Synopsis: A string of burglaries hits close to home for Murtaugh when one occurs in his own neighborhood, and it gets just as personal for Riggs when another break-in ends in a casualty.


The problem Lethal Weapon seems to be having, is that it can’t decide what it wants to be. It tries to be topical, nudging up against topics like systemic racism or suicidal ideation, but then backs off or makes light, rather than follow down the story thread, and bookends such moments with complete slapstick humor, and wildly unnecessary action sequences.

Every suspect must be chased down, tasered, and thrown in cuffs, every door must be broken down, every car must end up on fire, and every criminal must be mocked and manipulated. It’s cool and funny – sort of  – but it’s also overplayed,  jarring, and frankly, unconstitutional.

After a house in his own neighborhood is robbed, Murtaugh, along with Riggs, takes on the investigation of a series of robberies in empty, high-end houses. It turns out, that a group of parking valets have been passing along the home addresses from the registration of the nice cars they park to thieves for a cut, knowing that the car’s owners must have money, and are currently not home. I know stealing is bad and everything, but I commend them on that setup. Pretty slick.

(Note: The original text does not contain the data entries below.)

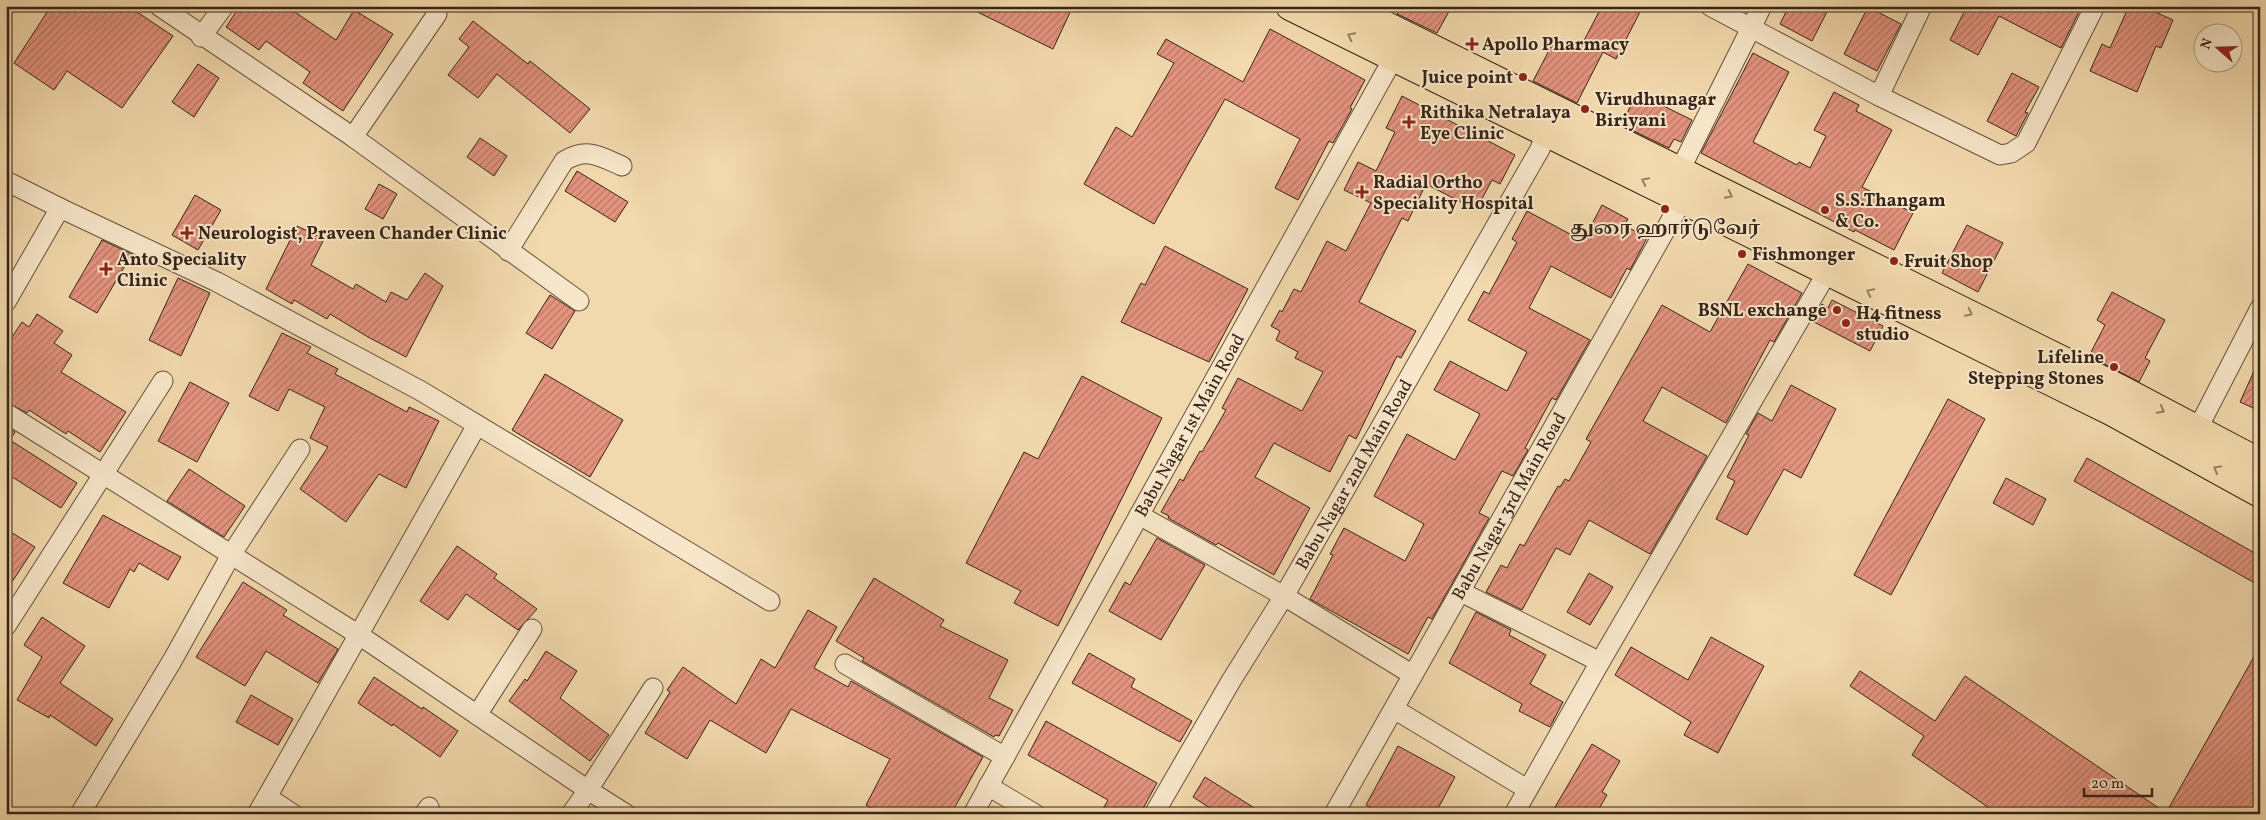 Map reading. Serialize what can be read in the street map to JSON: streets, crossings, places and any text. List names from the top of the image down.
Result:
{
  "streets": {
    "street": ["Babu Nagar 1st Main Road", "Babu Nagar 2nd Main Road", "Babu Nagar 3rd Main Road"]
  },
  "places": {
    "health": [
      "Apollo Pharmacy",
      "Rithika Netralaya Eye Clinic",
      "Radial Ortho Speciality Hospital",
      "Neurologist, Praveen Chander Clinic",
      "Anto Speciality Clinic"
    ],
    "other": [
      "Juice point",
      "Virudhunagar Biriyani",
      "துரை ஹார்டுவேர்",
      "S.S.Thangam & Co.",
      "Fishmonger",
      "Fruit Shop",
      "BSNL exchange",
      "H4 fitness studio",
      "Lifeline Stepping Stones"
    ]
  },
  "scale_bar": "20 m",
  "north": "left"
}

Things get dicey though, after they try to rob a woman whom they mistakenly believe to be wealthy, because her nice car is borrowed. They also didn’t expect her visiting sister to be at the house, and she is killed, while on the phone with Riggs. Having heard the woman die, and still dealing with his own grief, Riggs takes her death personally, and becomes even more determined to catch the thieves.

They finally do, thanks to some help from a friend of Roger Jr.’s, who turns out of be one of valets who’s been in on the scheme. He never wanted it to go as far as it did though, and Murtaugh is willing to go easy on him, especially after he’s shot for his efforts.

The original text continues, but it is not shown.